After declaring a climate emergency in 2019 and an ecological emergency in 2022, Cornwall Council were keen to identify a suite of measures they can take to deliver on their ambitious target of carbon neutrality by 2030. Like many councils, they developed a Climate Change Action Plan which set out three priorities to achieve this. 

Firstly, the climate change action plan actions recognise that built development and transportation in Cornwall contributes around 60% of its greenhouse gas emissions. Without positive policies to tackle these areas more thoroughly the carbon neutral target was unlikely to be met. 

Secondly, as Cornwall has one of the largest planning caseloads of any authority in England with around 2,700 homes built every year, every house that is not subject to increased energy efficiency will be a candidate for expensive retrofitting in the coming years. This meant housing was a priority.

Thirdly, with the longest coastline of any county in England, increased coastal change and flooding risk required an updated and positive approach to adaptation and mitigation, as well as addressing the ecological emergency. This meant land use was a priority as a common theme within these varied challenges.

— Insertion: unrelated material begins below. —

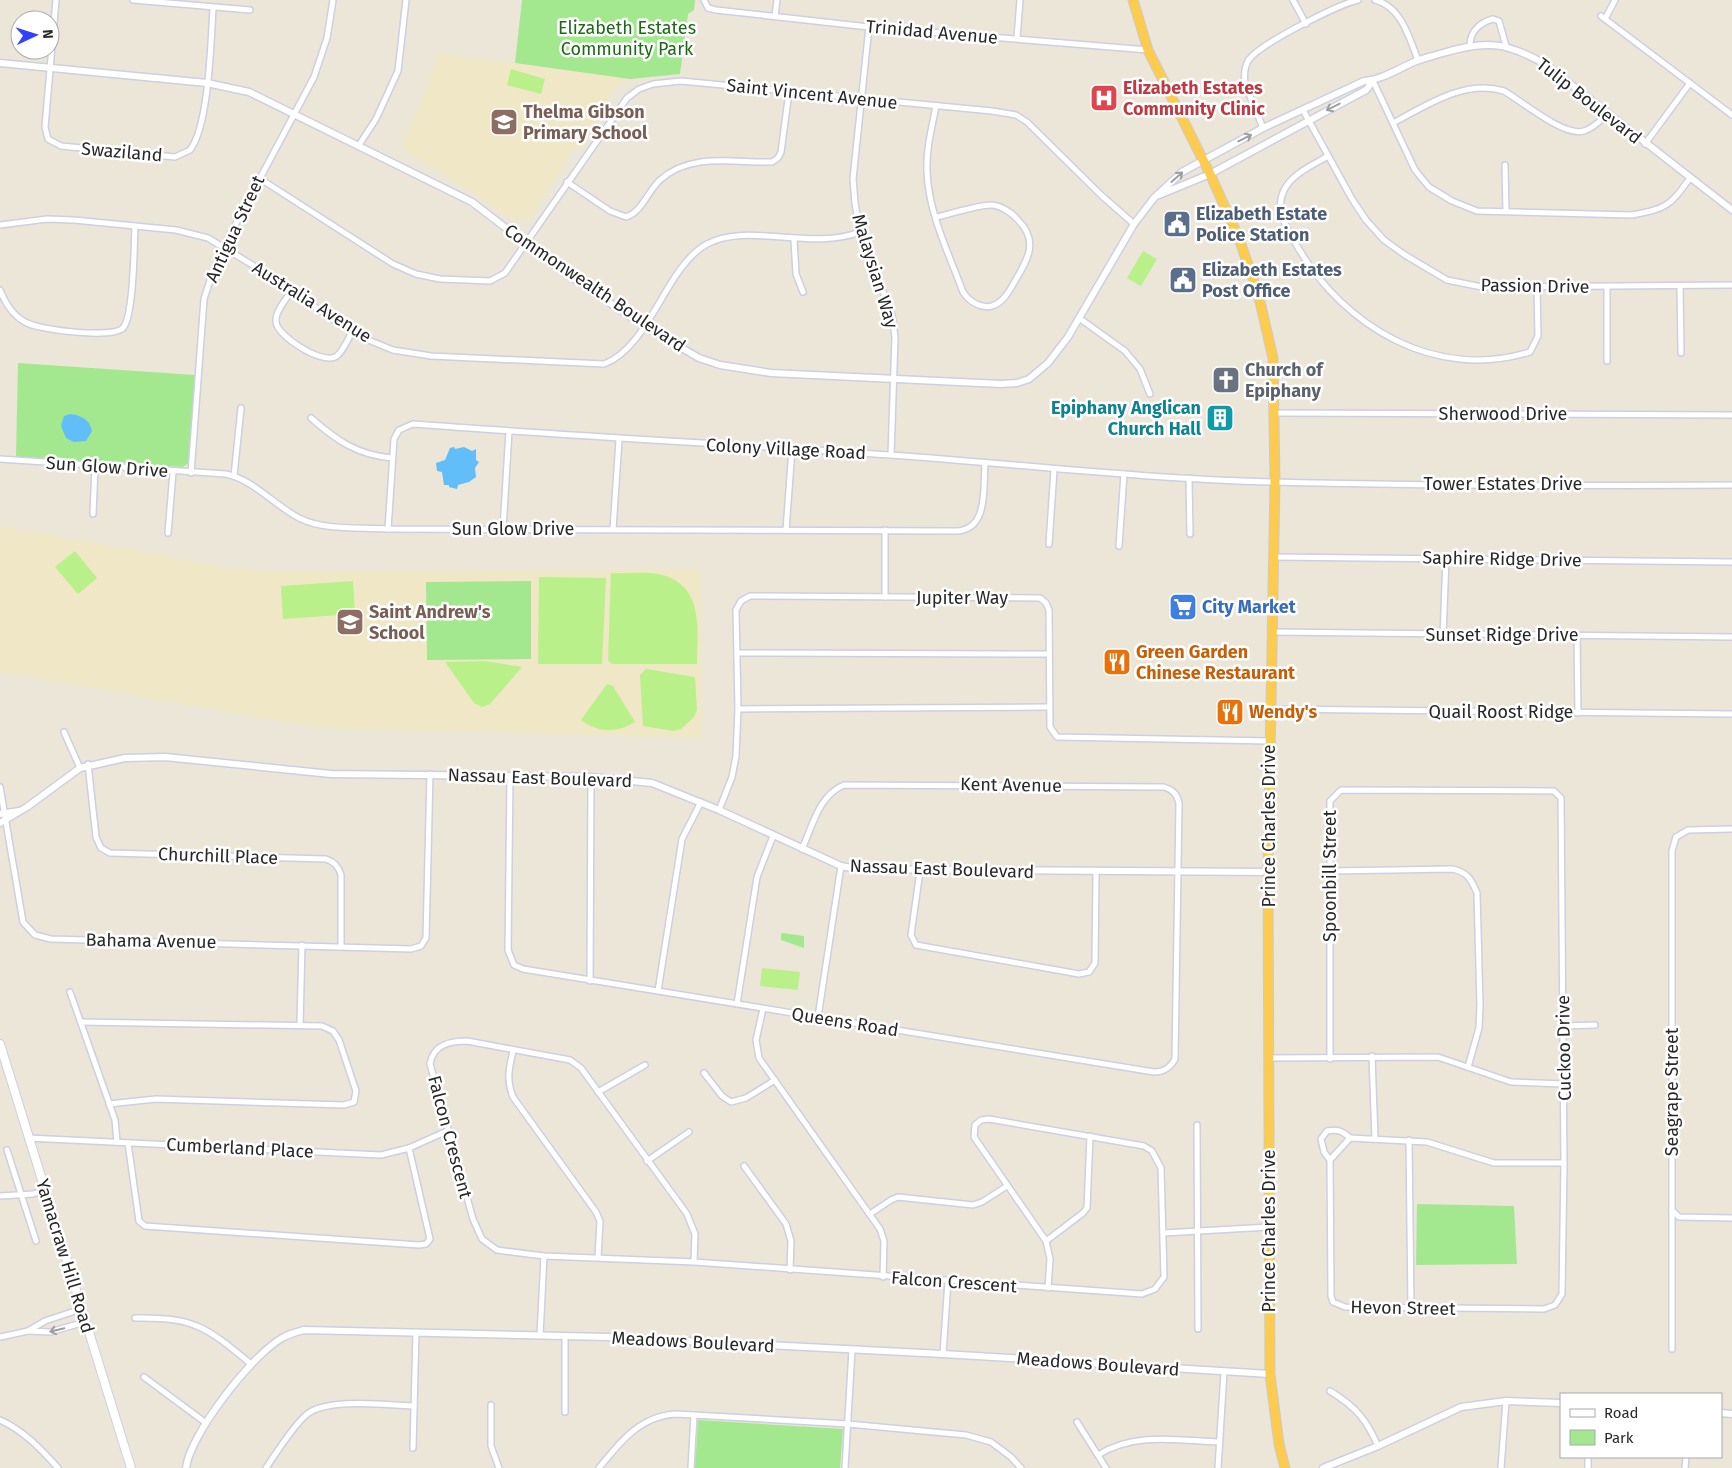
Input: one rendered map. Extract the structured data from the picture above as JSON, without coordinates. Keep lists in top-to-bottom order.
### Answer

While Cornwall is renowned for its distinctive and scenic landscape it is not immune to loss of biodiversity. The declaration of an ecological emergency and a long standing commitment to environmental growth recognise that as development will impact biodiversity and resilience that a nature recovery approach to development is essential. 

The Cornwall Local Plan, adopted in 2016, was developed in the wake of the 2015 Written Ministerial Statements on energy, but did not have the allocations or policies needed to tackle climate change, energy and biodiversity loss issues. This left the Council less able to require the actions needed for its ambitious carbon reduction targets under their existing policies.

 

The solution

The council set about finding a pragmatic solution that would enable the Local Plan to deal with these new and increasingly vital climate and nature recovery challenges and created the Climate Emergency Development Plan. This plan sits alongside a wide range of specific projects to increase carbon reduction, including the Forest for Cornwall and plans to decarbonise housing, transport and the Council’s estate and workforce. It also sits in the context of a revised Local Transport Plan and transport decarbonisation approach, Climate Change Action Plan, ecological emergency and nature recovery focus and the formation of a Carbon Neutral team within the Council.

The comprehensive document, which secured cross-party and community support tackles a wide range of policy requirements that link together to address both climate change and nature recovery aims, key areas include: securing nature based solutions, including natural flood management; agricultural diversification that increases public benefits; town and village centre revitalisation; coastal change and flood management; sustainable transport and one planet development. It provides the local actions required to increase renewable energy installations (turbine permissions had halted since 2015 due to the Written Ministerial Statement on wind power) and sets energy efficiency standards that exceed nationally set Building Regulations, one of the first to do so in England. The project recognised from the earliest stages that a whole package of associated measures across the planning sphere of influence needed to be addressed in the document to maximise its impact and reach. 

 

Timeline

The declaration of a climate emergency was a recognition that action needed to be taken on an emergency footing. Whilst the general speed of the creation of a planning document would not normally seem compatible with this timescale, it was recognised that this longer action would have greater longevity and impact on the ability to deliver change.  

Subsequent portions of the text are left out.